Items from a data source
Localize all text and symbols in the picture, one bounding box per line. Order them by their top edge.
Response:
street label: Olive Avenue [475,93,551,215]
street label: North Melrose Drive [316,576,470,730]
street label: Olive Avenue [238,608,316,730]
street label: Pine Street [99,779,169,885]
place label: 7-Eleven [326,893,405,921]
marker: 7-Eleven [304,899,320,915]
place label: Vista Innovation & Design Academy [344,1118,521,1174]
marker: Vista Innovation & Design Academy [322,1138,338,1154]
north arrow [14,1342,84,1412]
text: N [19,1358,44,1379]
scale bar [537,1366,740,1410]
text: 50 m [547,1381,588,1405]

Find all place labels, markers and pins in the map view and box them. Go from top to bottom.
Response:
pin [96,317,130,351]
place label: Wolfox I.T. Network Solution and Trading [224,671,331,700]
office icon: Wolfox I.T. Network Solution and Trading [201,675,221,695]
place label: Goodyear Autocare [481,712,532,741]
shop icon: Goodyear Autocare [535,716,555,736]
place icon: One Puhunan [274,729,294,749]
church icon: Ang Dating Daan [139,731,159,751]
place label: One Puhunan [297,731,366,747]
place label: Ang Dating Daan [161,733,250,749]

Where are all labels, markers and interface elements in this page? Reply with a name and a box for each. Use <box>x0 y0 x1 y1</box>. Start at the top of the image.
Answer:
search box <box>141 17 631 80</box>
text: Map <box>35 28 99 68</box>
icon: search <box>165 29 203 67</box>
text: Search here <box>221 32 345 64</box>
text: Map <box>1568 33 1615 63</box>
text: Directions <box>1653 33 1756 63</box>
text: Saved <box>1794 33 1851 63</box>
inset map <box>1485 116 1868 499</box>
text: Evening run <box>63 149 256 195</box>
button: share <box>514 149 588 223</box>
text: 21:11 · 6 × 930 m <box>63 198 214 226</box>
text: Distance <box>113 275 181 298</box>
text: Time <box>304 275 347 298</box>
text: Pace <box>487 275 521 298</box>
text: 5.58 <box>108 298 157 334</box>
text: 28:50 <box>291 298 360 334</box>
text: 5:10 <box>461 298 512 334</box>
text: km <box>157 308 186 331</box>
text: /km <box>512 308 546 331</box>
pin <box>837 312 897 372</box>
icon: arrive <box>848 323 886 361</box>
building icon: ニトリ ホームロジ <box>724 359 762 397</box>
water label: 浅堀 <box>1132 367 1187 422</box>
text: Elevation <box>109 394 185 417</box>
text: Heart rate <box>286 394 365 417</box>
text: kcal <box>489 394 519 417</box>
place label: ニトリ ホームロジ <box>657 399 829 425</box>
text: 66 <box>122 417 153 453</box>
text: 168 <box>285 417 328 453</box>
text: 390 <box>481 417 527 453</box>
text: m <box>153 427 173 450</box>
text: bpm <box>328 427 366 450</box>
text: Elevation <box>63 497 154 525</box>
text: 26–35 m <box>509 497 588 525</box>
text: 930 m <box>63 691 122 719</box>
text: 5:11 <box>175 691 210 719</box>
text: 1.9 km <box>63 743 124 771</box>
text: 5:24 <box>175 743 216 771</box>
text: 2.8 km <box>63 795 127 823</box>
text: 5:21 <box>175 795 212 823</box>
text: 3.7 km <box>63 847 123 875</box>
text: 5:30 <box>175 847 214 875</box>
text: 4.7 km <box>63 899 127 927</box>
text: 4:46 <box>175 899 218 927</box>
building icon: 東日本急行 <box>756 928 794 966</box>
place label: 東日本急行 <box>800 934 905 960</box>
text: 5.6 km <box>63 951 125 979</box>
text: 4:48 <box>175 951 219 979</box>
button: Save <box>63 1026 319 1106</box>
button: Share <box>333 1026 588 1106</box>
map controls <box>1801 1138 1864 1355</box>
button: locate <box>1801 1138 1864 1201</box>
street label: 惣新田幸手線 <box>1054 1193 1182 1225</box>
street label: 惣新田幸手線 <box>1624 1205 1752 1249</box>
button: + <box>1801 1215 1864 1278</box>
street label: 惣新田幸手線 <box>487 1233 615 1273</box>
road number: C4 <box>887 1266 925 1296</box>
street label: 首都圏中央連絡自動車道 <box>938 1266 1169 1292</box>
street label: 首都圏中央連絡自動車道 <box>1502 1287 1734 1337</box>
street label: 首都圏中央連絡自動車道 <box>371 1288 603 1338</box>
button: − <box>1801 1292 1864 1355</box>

__PROBLEM STATEMENT__
Find and copy each line above that includes the string "Trading".

__TASK RESULT__
place label: Wolfox I.T. Network Solution and Trading [224,671,331,700]
office icon: Wolfox I.T. Network Solution and Trading [201,675,221,695]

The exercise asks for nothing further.